— ASSIGNED TASK —
Search the entries below for the string "white" and copy the lines that hold it.

(PROVIDED RECORDS)

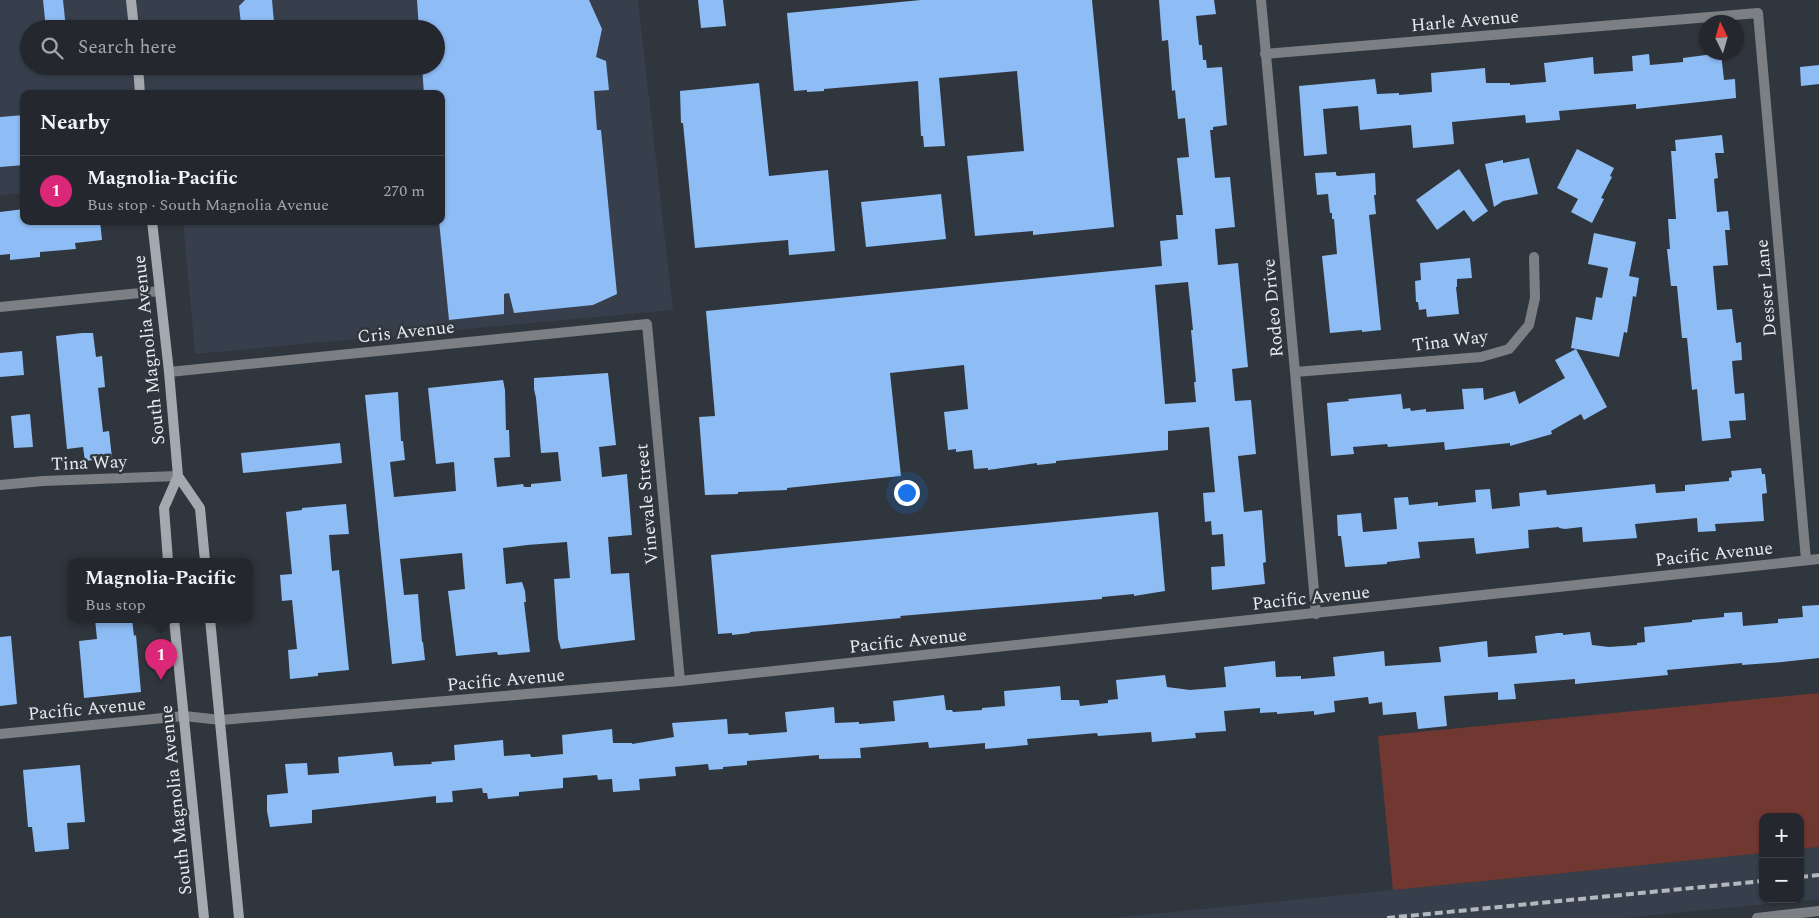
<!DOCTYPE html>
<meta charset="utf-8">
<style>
body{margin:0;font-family:Spectral,serif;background:#30343a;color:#f1f3f6}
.controls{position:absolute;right:15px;bottom:15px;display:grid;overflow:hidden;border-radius:10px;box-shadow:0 1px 4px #0004}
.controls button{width:45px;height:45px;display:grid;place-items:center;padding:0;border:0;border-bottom:1px solid #41444a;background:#24282e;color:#f1f3f6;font:25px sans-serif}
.compass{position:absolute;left:1699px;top:15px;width:45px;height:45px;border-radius:50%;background:#24282e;box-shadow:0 1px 4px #0004;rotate:355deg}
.you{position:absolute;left:906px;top:492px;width:18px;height:18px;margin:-12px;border:4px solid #fff;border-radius:50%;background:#1a73e8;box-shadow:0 0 0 8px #1a73e833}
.badge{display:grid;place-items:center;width:32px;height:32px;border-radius:50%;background:#db2777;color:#fff;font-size:16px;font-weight:700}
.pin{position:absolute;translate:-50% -41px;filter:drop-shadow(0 1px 2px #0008)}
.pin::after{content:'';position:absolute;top:26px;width:18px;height:15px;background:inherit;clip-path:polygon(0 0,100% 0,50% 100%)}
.popup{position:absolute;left:68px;top:558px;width:185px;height:65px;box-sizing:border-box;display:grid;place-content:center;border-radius:10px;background:#24282e;filter:drop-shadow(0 1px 4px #0005);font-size:16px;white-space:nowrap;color:#a3a6aa}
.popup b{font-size:19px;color:#f1f3f6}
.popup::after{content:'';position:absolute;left:50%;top:100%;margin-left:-10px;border:10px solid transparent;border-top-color:#24282e}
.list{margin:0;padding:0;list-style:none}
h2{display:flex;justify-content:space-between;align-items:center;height:65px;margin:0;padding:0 20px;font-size:21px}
h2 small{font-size:16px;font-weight:400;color:#a3a6aa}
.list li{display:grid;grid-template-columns:32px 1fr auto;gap:15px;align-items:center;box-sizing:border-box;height:70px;padding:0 20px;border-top:1px solid #41444a}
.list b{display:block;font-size:19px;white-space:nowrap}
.list p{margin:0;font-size:16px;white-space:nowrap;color:#a3a6aa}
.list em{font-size:16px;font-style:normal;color:#a3a6aa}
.icon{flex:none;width:28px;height:28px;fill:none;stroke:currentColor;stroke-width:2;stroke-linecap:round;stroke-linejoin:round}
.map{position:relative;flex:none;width:1819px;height:918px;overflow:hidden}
.search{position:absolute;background:#24282e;box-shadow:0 1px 4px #0004;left:20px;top:20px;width:425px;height:55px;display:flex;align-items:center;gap:12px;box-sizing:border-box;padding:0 18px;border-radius:28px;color:#a3a6aa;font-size:19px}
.panel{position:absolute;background:#24282e;box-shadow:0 1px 4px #0004;left:20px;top:90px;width:425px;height:135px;border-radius:10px}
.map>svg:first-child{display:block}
</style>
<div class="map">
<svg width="1819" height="918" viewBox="0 0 1819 918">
<rect width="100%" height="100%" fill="#30363d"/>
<!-- built -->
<path fill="#363f4b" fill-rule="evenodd" d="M 0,0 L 638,0 L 673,310 L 195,354 L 183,221 L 441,221 L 441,94 L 24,94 L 24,193 L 0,195 ZM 29,29 L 436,29 L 436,66 L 29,66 Z
M 1819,847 L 1819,899 L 1624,918 L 1111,918 L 1763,853 L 1763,899 L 1800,899 L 1800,849 Z"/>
<!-- green -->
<path fill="#713831" d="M 1819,693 L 1819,847 L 1800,849 L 1800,817 L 1763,817 L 1763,853 L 1393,890 L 1378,736 Z"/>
<!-- building -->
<path fill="#8ebcf5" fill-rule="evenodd" d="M 43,0 L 63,0 L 66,29 L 46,29 Z
M 245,0 L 272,0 L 274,22 L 241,24 L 239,6 Z
M 417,0 L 589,0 L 602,29 L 596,57 L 606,61 L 609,90 L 594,91 L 597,130 L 601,130 L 617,294 L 593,305 L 514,313 L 509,293 L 504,294 L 504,314 L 449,320 L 439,221 L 441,221 L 441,94 L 424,94 L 422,66 L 436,66 L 436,29 L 419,29 Z
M 698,0 L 723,0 L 726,26 L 701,28 Z
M 921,0 L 1092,0 L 1114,227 L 1033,235 L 1033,231 L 975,236 L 967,156 L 1024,151 L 1017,71 L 939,78 L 945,146 L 924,147 L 923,136 L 921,136 L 918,81 L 824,89 L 824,91 L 807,92 L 807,90 L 794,91 L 787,13 Z
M 1159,0 L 1214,0 L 1216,14 L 1196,16 L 1199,45 L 1202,45 L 1203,60 L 1206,60 L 1207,68 L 1222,67 L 1227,125 L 1213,127 L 1213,130 L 1210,130 L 1215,178 L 1230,177 L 1235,227 L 1215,229 L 1218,265 L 1238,263 L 1248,367 L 1232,369 L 1235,401 L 1251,400 L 1256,454 L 1238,456 L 1244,512 L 1262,510 L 1266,562 L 1263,563 L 1265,584 L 1212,590 L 1211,567 L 1225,566 L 1223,534 L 1212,535 L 1211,521 L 1205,522 L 1203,493 L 1215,492 L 1209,427 L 1168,431 L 1168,450 L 1056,461 L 1056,463 L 1037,465 L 1037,463 L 988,470 L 988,468 L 974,469 L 972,450 L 956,452 L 956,449 L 948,450 L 944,412 L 968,409 L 964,365 L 890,373 L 901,476 L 787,488 L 787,490 L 738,492 L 738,494 L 705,495 L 699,417 L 715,416 L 706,311 L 1162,266 L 1160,241 L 1178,239 L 1176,215 L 1183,215 L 1177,158 L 1189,157 L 1185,118 L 1178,119 L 1175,90 L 1172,91 L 1168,40 L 1162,41 ZM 1188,282 L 1193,330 L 1191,330 L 1196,382 L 1194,382 L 1196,402 L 1165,404 L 1155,285 Z
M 1721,53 L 1724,80 L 1735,79 L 1736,98 L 1636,109 L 1636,104 L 1559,111 L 1560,120 L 1526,123 L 1525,115 L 1452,122 L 1454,144 L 1413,148 L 1411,125 L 1360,130 L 1358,106 L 1323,109 L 1327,154 L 1304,156 L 1299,86 L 1375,79 L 1377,94 L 1399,93 L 1399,95 L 1432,92 L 1431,73 L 1485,68 L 1486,83 L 1510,83 L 1510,85 L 1546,82 L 1544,63 L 1593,57 L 1594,74 L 1633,71 L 1632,56 L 1649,54 L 1650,65 L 1683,62 L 1683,58 Z
M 1819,65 L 1819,84 L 1801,86 L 1800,67 Z
M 759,83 L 769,176 L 828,170 L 835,251 L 789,255 L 788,240 L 695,248 L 683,123 L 681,123 L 680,91 Z
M 24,115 L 24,165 L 0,167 L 0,117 Z
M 1722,135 L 1724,153 L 1715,153 L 1718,178 L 1714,179 L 1717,212 L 1728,211 L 1730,230 L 1725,230 L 1728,265 L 1713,266 L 1717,310 L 1732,309 L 1736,343 L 1741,342 L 1742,360 L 1732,361 L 1735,394 L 1744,393 L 1746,420 L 1729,421 L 1731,438 L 1702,441 L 1697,389 L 1692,390 L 1687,338 L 1682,338 L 1677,286 L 1671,286 L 1667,249 L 1670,249 L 1668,219 L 1676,219 L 1671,151 L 1676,151 L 1675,140 Z
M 1577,149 L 1614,168 L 1610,176 L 1612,177 L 1601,198 L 1604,199 L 1592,223 L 1571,212 L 1578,199 L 1557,188 Z
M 1529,158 L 1538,194 L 1503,201 L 1494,207 L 1485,164 L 1503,160 L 1503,163 Z
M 1459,169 L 1488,211 L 1473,222 L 1464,210 L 1437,230 L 1416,200 Z
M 1336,172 L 1336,175 L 1338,176 L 1375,173 L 1376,195 L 1374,195 L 1376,214 L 1369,215 L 1381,330 L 1362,332 L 1362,330 L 1330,333 L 1322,256 L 1337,254 L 1334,219 L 1332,219 L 1332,213 L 1330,213 L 1328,194 L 1317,195 L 1315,173 Z
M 941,194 L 946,239 L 866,247 L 861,202 Z
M 24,209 L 24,221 L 100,221 L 102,240 L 75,243 L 76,249 L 40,252 L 40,257 L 10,260 L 10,254 L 0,255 L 0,212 Z
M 1594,233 L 1636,242 L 1629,276 L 1639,278 L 1636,297 L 1633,296 L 1627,333 L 1624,332 L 1619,357 L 1571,348 L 1576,317 L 1592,320 L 1596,297 L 1602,298 L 1608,268 L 1588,264 Z
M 1470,258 L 1472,278 L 1457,279 L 1457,287 L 1456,287 L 1459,314 L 1427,317 L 1426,309 L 1419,310 L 1418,302 L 1416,302 L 1415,281 L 1421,280 L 1420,263 Z
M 82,333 L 93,333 L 96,357 L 102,356 L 105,387 L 98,388 L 103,432 L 109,431 L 112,458 L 85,461 L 83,447 L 67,449 L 56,336 Z
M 1576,349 L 1607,407 L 1584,420 L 1581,414 L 1551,431 L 1552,434 L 1510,446 L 1510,443 L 1445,450 L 1444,442 L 1388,447 L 1387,444 L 1353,447 L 1354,454 L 1331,456 L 1327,403 L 1349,401 L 1348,399 L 1401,394 L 1403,409 L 1410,408 L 1411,411 L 1426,409 L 1426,412 L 1464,409 L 1462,389 L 1483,388 L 1484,400 L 1515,391 L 1519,404 L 1565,378 L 1555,360 Z
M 22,351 L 24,375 L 0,377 L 0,353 Z
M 608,373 L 616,445 L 599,447 L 602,477 L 627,474 L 632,535 L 608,537 L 611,574 L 629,573 L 635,640 L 561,649 L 558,639 L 554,579 L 570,578 L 567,542 L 527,545 L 503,548 L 506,584 L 522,582 L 525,591 L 526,602 L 524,602 L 530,652 L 498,655 L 497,652 L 456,656 L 448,591 L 465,589 L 462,553 L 400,559 L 404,595 L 418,594 L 422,642 L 423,642 L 425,660 L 392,664 L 365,395 L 398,392 L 401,441 L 403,441 L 405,460 L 390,462 L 394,497 L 456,491 L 454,462 L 436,464 L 428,388 L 503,380 L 505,390 L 506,430 L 509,430 L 510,457 L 494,458 L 497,487 L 523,484 L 524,487 L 531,487 L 531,484 L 561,481 L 558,452 L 541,453 L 536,398 L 534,389 L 534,378 Z
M 30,414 L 33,447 L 14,448 L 11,416 Z
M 340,443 L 342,463 L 243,473 L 241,453 Z
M 1761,468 L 1762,474 L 1765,474 L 1767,493 L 1762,494 L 1764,521 L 1715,524 L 1716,531 L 1698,532 L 1697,518 L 1635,524 L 1637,538 L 1583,542 L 1582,527 L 1565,529 L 1559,528 L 1559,527 L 1528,530 L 1529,548 L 1476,554 L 1474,538 L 1418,542 L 1420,558 L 1387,562 L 1387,564 L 1345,567 L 1341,536 L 1338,536 L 1337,515 L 1361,513 L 1363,532 L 1397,529 L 1394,498 L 1408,497 L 1409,505 L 1438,502 L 1438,506 L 1476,502 L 1475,490 L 1490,489 L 1492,509 L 1520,506 L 1519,493 L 1546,490 L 1547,495 L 1655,484 L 1656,493 L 1685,491 L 1685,485 L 1729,481 L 1729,478 L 1732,477 L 1731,471 Z
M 346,504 L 349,534 L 329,535 L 332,571 L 339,570 L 349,670 L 318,673 L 318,676 L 290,679 L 288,650 L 297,649 L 292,600 L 282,601 L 280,575 L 292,574 L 286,512 L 302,510 L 302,508 Z
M 1158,512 L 1165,591 L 1134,596 L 1134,594 L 1102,597 L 1102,599 L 900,616 L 901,618 L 750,632 L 750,633 L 732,635 L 732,633 L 718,634 L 711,555 Z
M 1819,605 L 1819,658 L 1782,662 L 1742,665 L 1742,663 L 1667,670 L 1668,675 L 1575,684 L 1575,679 L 1514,684 L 1516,699 L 1498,700 L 1498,692 L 1444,696 L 1447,726 L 1418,729 L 1416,712 L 1383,715 L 1382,702 L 1369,704 L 1368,697 L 1334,701 L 1335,712 L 1314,715 L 1314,711 L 1277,714 L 1277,712 L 1260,713 L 1260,708 L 1224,711 L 1226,731 L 1195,733 L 1196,738 L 1152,742 L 1151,732 L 1098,736 L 1097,733 L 1027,739 L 1028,745 L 985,749 L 985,743 L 929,748 L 928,742 L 860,748 L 861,758 L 819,759 L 819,755 L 747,761 L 747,765 L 723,767 L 723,769 L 709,770 L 708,764 L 675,767 L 676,776 L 639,779 L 640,790 L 613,792 L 612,779 L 598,780 L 597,775 L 563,778 L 563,788 L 519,792 L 519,796 L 488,799 L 487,793 L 483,793 L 482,788 L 452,791 L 453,802 L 436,803 L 436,796 L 312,810 L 312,823 L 270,827 L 267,811 L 267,795 L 288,793 L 285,764 L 307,763 L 308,775 L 339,773 L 338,757 L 392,752 L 394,766 L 432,764 L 431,762 L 455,760 L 454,745 L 503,740 L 504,756 L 530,754 L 531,757 L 534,757 L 563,754 L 562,735 L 612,729 L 613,743 L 632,743 L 632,744 L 674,737 L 672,723 L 727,719 L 728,734 L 748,733 L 749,735 L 787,732 L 785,712 L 834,707 L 835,723 L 859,722 L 859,724 L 895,721 L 893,701 L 944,695 L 946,710 L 952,710 L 953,712 L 982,710 L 982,708 L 1005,706 L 1004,691 L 1060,686 L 1061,700 L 1079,700 L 1080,706 L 1108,703 L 1108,700 L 1118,699 L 1116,680 L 1165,675 L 1167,687 L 1190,690 L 1226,687 L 1224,667 L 1275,661 L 1276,677 L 1301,676 L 1301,679 L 1335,676 L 1333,657 L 1384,651 L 1385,666 L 1441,662 L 1439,647 L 1487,641 L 1488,657 L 1537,653 L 1535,636 L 1558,633 L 1563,633 L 1563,635 L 1590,632 L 1592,645 L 1609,647 L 1637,645 L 1637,643 L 1645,642 L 1644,627 L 1692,622 L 1692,620 L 1724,617 L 1724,613 L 1742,612 L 1743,626 L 1778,623 L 1778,619 L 1803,617 L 1802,606 Z
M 95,619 L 132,619 L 134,636 L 136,635 L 141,692 L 84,698 L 79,641 L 97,639 Z
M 11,636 L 17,704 L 0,706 L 0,637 Z
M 80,765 L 85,822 L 67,823 L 69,849 L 35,852 L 32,827 L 28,827 L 23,770 Z"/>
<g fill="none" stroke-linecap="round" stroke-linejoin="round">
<!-- street -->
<path stroke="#7c7f83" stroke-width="10" d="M 1261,0 L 1295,372 L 1316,614
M 1265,54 L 1758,13 L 1806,560
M 0,307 L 160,291
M 169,372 L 647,324 L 680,681
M 1295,372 L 1481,357 L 1509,349 L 1529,325 L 1535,298 L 1534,257
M 0,485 L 43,481 L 178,476
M 0,734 L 184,716 L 221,720 L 680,681 L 1819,559
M 1757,918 L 1819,911"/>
<!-- secondary -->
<path stroke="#a4a9af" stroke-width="10" d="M 131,0 L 134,29
M 138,66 L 140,94
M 152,221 L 169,372 L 178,476 L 164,508 L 168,561
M 178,476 L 200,508 L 205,561
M 174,619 L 204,918
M 210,619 L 239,918"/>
<!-- rail -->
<path stroke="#b3b8be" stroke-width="4" stroke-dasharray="8 4" stroke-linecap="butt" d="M 1800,877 L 1819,875
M 1387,918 L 1763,881"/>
</g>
<g text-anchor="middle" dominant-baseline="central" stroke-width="5" stroke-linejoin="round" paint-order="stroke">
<!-- street labels -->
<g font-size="18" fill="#e8ecf1" stroke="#30363d">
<text transform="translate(1465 21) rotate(-5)">Harle Avenue</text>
<text transform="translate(1766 288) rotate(-95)">Desser Lane</text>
<text transform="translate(1273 308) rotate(-95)">Rodeo Drive</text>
<text transform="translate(406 332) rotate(-6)">Cris Avenue</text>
<text transform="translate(1450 341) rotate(-7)">Tina Way</text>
<text transform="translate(149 350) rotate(-96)">South Magnolia Avenue</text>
<text transform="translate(89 463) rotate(-2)">Tina Way</text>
<text transform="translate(647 504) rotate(-95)">Vinevale Street</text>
<text transform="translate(1714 554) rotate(-6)">Pacific Avenue</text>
<text transform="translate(1311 598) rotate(-6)">Pacific Avenue</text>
<text transform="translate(908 641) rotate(-6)">Pacific Avenue</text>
<text transform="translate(506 680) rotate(-5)">Pacific Avenue</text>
<text transform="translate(87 709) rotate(-5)">Pacific Avenue</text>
<text transform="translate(176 800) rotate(-96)">South Magnolia Avenue</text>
</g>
</g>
</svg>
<div class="controls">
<button>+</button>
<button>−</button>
</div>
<svg class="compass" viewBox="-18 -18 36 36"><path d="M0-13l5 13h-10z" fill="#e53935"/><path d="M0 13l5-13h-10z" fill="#a3a6aa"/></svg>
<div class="you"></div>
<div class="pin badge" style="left:161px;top:680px">1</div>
<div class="popup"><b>Magnolia-Pacific</b>Bus stop</div>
<div class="search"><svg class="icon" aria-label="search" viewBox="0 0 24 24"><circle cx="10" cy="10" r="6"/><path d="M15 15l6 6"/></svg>Search here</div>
<section class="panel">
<h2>Nearby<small></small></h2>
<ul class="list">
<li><span class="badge">1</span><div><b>Magnolia-Pacific</b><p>Bus stop · South Magnolia Avenue</p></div><em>270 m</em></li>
</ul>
</section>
</div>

(End PROVIDED RECORDS)

— SOLUTION FOR THIS TASK —
.popup{position:absolute;left:68px;top:558px;width:185px;height:65px;box-sizing:border-box;display:grid;place-content:center;border-radius:10px;background:#24282e;filter:drop-shadow(0 1px 4px #0005);font-size:16px;white-space:nowrap;color:#a3a6aa}
.list b{display:block;font-size:19px;white-space:nowrap}
.list p{margin:0;font-size:16px;white-space:nowrap;color:#a3a6aa}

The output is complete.